Extra Credit Assignment

Due date: Wednesday, April 27, 11:59:59PM -- No late submissions accepted!

Contents: Feel free to do any or all of these parts for 5 points extra credit per part (by comparison, Assignment 3 is worth 30 points total).

Part 1: Affine Factorization

The goal of this part of the assignment is to implement the Tomasi and Kanade affine structure from motion method as described in this lecture. You will be working with Carlo Tomasi's 101-frame hotel sequence:

Download the data file, including all the 101 images and a measurement matrix consisting of 215 points visible in each of the 101 frames (see readme file inside archive for details).

1. Load the data matrix and normalize the point coordinates by translating them to the mean of the points in each view (see lecture for details).

2. Apply SVD to the 2M x N data matrix to express it as D = U * W * V' where U is a 2Mx3 matrix, W is a 3x3 matrix of the top three singular values, and V is a Nx3 matrix. Derive structure and motion matrices from the SVD as explained in the lecture.

3. Use plot3 to display the 3D structure (in your report, you may want to include snapshots from several viewpoints to show the structure clearly). Discuss whether or not the reconstruction has an ambiguity.

4. Display three frames with both the observed feature points and the estimated projected 3D points overlayed. Report your total residual (sum of squared Euclidean distances, in pixels, between the observed and the reprojected features) over all the frames, and plot the per-frame residual as a function of the frame number.

Part 1 Extra-Extra Credit

• Attempt to eliminate the affine ambiguity using the method described in the lecture.

• Incorporate incomplete point tracks (i.e., points that are not visible in every frame) into the reconstruction. Use the tracks from this file.

• Create a textured 3D model of the reconstructed points. For example, you can compute a Delaunay triangulation of the points in 2D, then lift that mesh structure to 3D, and texture it using the images.
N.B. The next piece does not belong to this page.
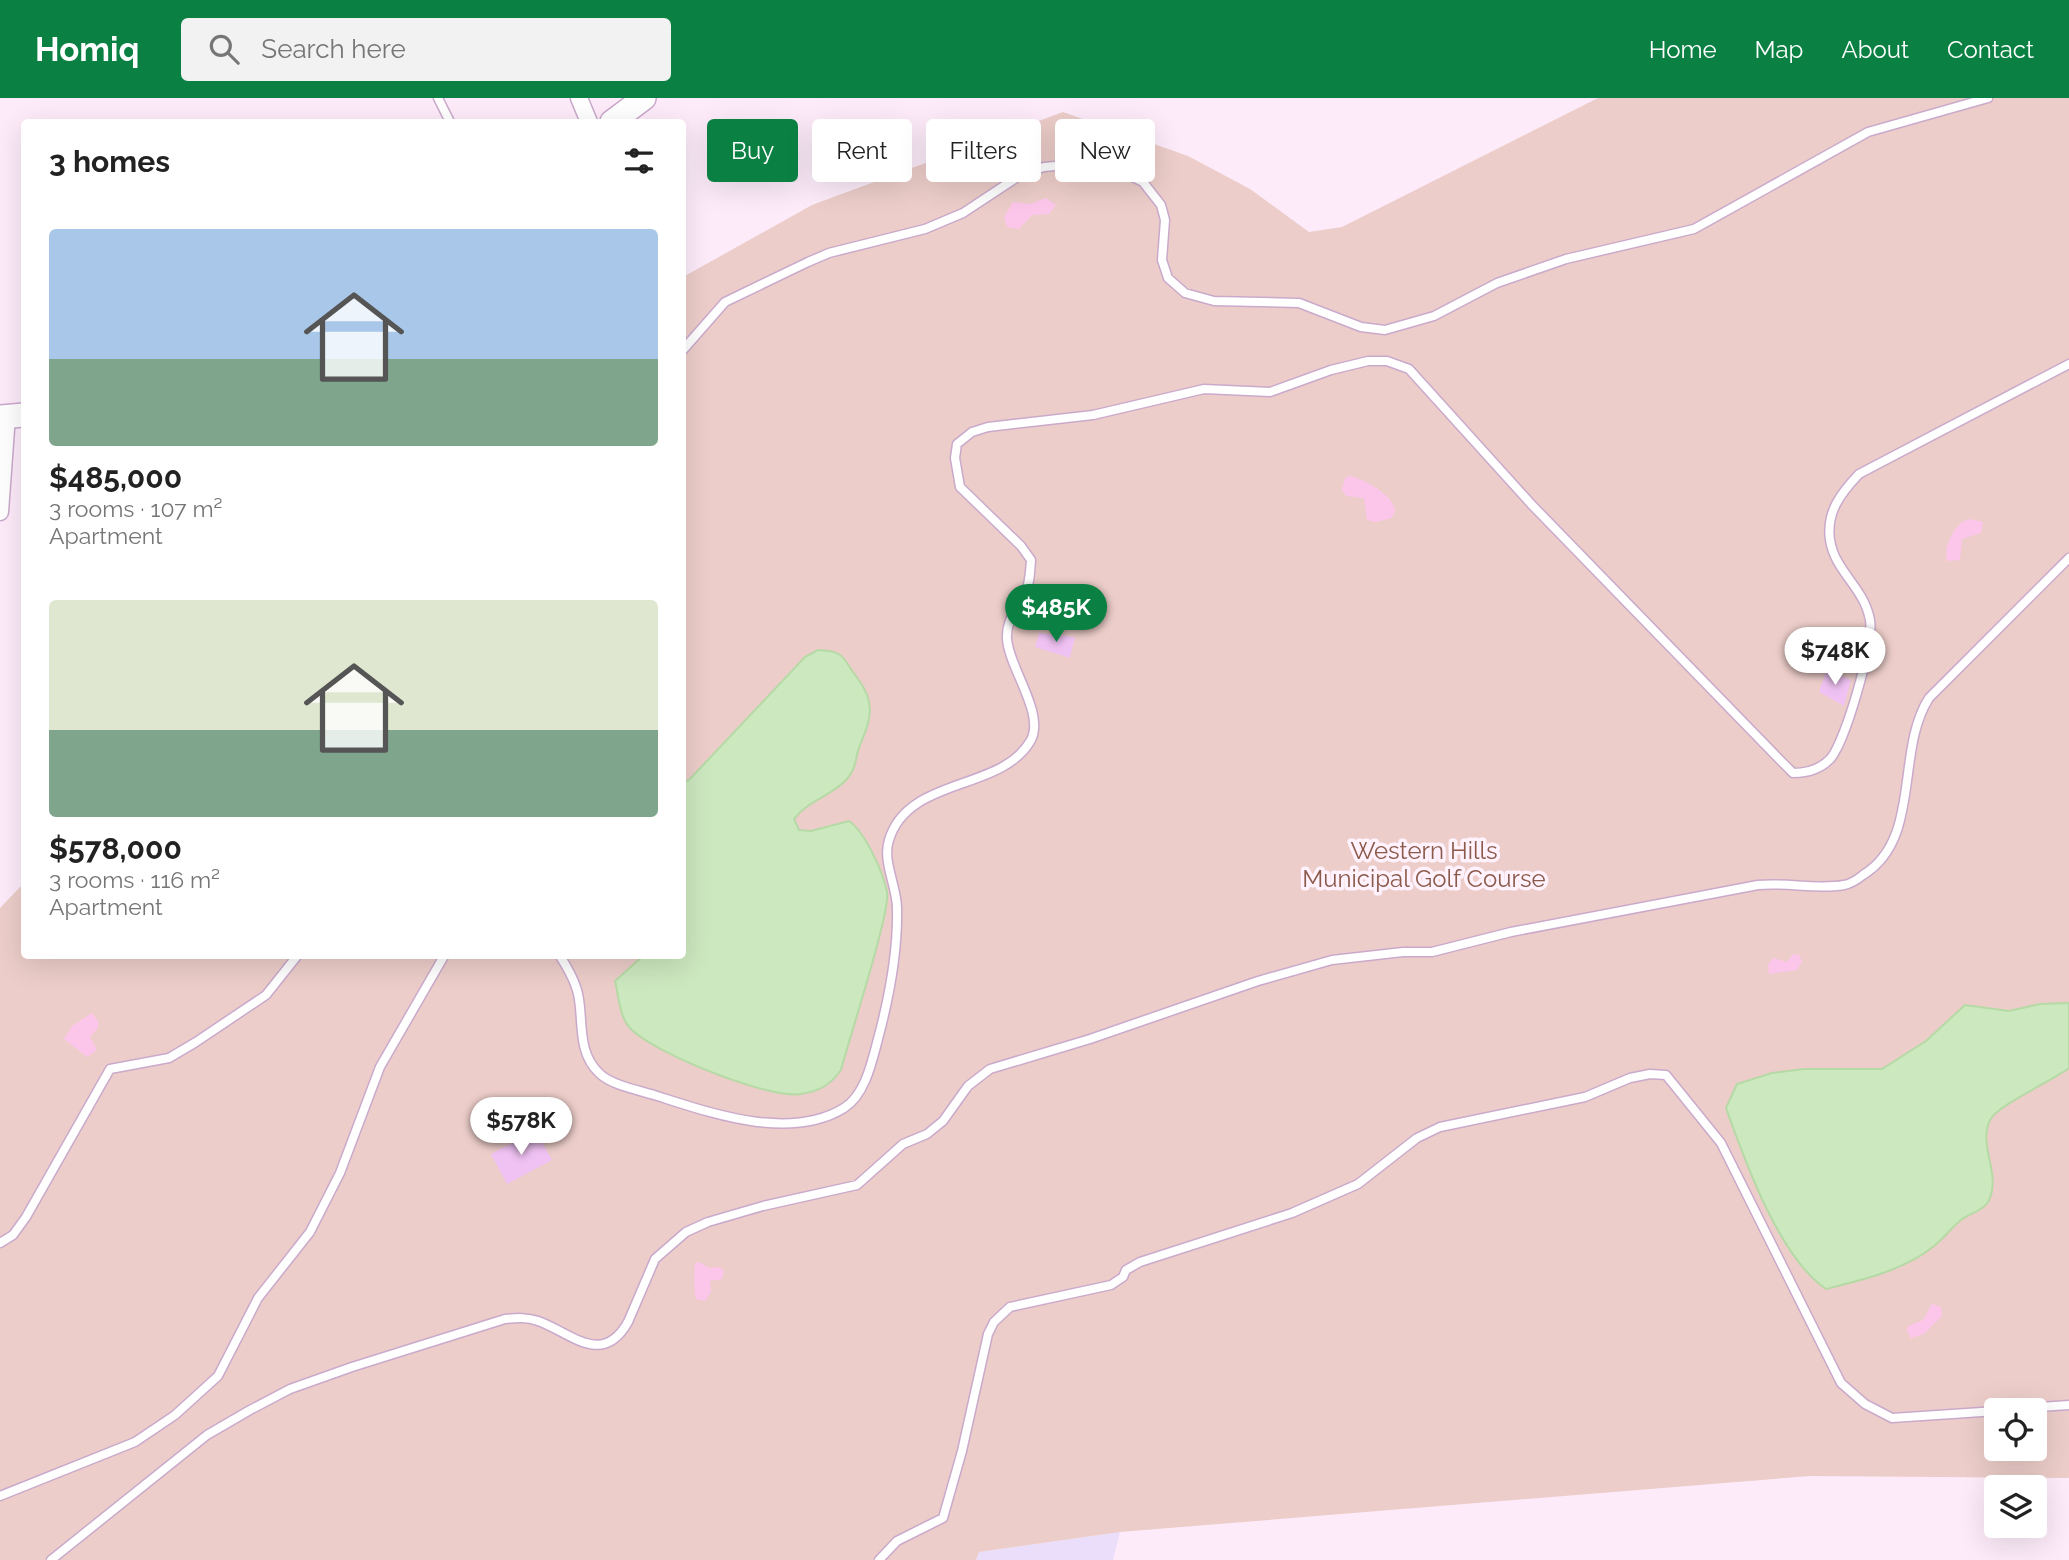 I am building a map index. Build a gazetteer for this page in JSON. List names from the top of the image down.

Part 2: Single-View Geometry

Adapted from Derek Hoiem by Tom Paine

1. For the above image of the north quad, estimate the three major orthogonal vanishing points. Use at least three manually selected lines to solve for each vanishing point. This MATLAB code provides an interface for selecting and drawing the lines, but the code for computing the vanishing point needs to be inserted. For details on estimating vanishing points, see Derek Hoiem's book chapter (section 4). You should also refer to this chapter and the single-view metrology lecture for details on the subsequent steps. In your report, you should:
• Plot the VPs and the lines used to estimate them on the image plane using the provided code.
• Specify the VP pixel coordinates.
• Plot the ground horizon line and specify its parameters in the form a * x + b * y + c = 0. Normalize the parameters so that: a^2 + b^2 = 1.

2. Using the fact that the vanishing directions are orthogonal, solve for the focal length and optical center (principal point) of the camera. Show all your work.
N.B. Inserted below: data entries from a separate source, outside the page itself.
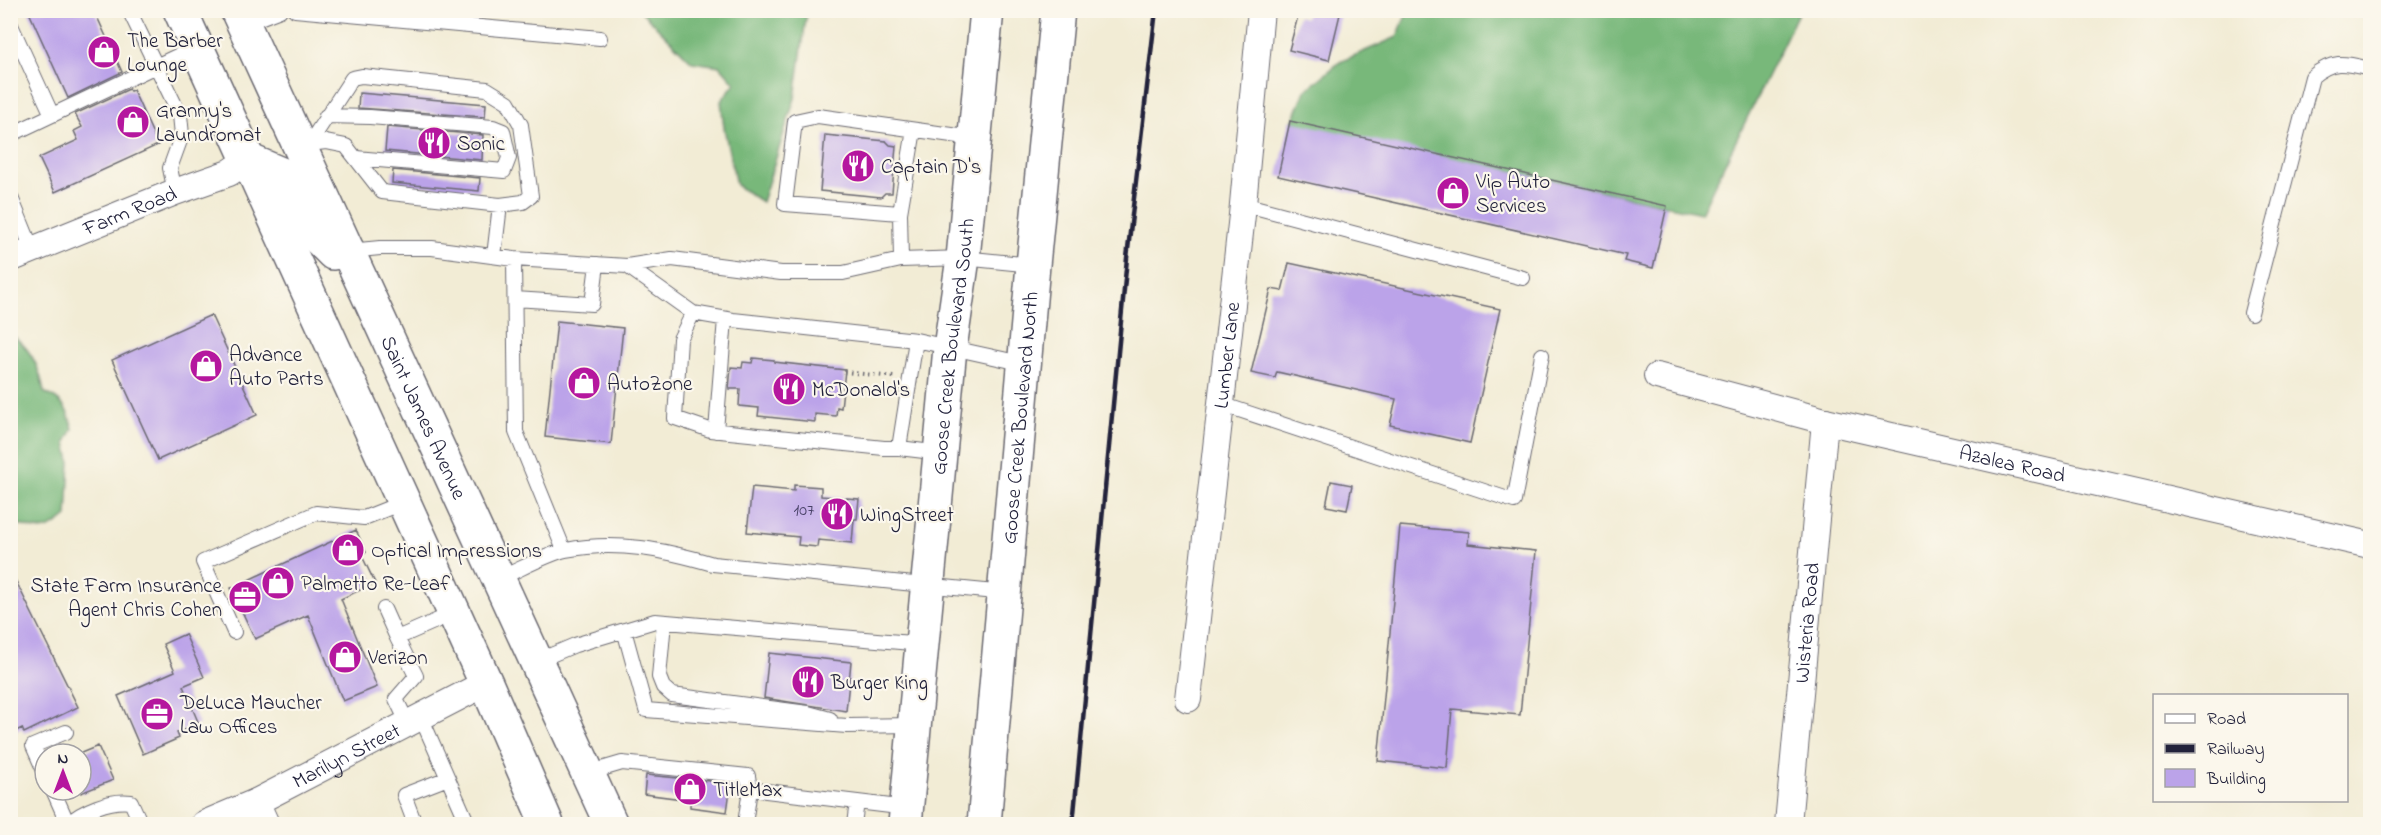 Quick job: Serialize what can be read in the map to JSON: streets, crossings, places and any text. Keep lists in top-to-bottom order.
{
  "streets": {
    "main road": ["Goose Creek Boulevard South", "Goose Creek Boulevard North", "Saint James Avenue"],
    "street": [
      "Farm Road",
      "Lumber Lane",
      "Azalea Road",
      "Wisteria Road",
      "Marilyn Street"
    ]
  },
  "crossings": [
    ["Azalea Road", "Wisteria Road"]
  ],
  "places": {
    "shop": [
      "The Barber Lounge",
      "Granny's Laundromat",
      "Vip Auto Services",
      "Advance Auto Parts",
      "AutoZone",
      "Optical Impressions",
      "Palmetto Re-Leaf",
      "Verizon",
      "TitleMax"
    ],
    "restaurant": [
      "Sonic",
      "Captain D's",
      "McDonald's",
      "WingStreet",
      "Burger King"
    ],
    "office": ["State Farm Insurance Agent Chris Cohen", "DeLuca Maucher Law Offices"]
  },
  "house_numbers": ["107"],
  "legend": ["Road", "Railway", "Building"],
  "north": "top"
}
3. Compute the rotation matrix for the camera, setting the vertical vanishing point as the Y-direction, the right-most vanishing point as the X-direction, and the left-most vanishing point as the Z-direction.

4. Estimate the heights of (a) the CSL building, (b) the spike statue, and (c) the lamp posts assuming that the person nearest to the spike is 5ft 6in tall. In the report, show all the lines and measurements used to perform the calculation. How do the answers change if you assume the person is 6ft tall?

Part 2 Extra-Extra Credit

• Perform additional measurements on the image: which of the people visible are the tallest? What are the heights of the windows? etc.

• Compute and display rectified views of the ground plane and the facades of the CSL building.

• Attempt to fit lines to the image and estimate vanishing points automatically either using your own code or code downloaded from the web.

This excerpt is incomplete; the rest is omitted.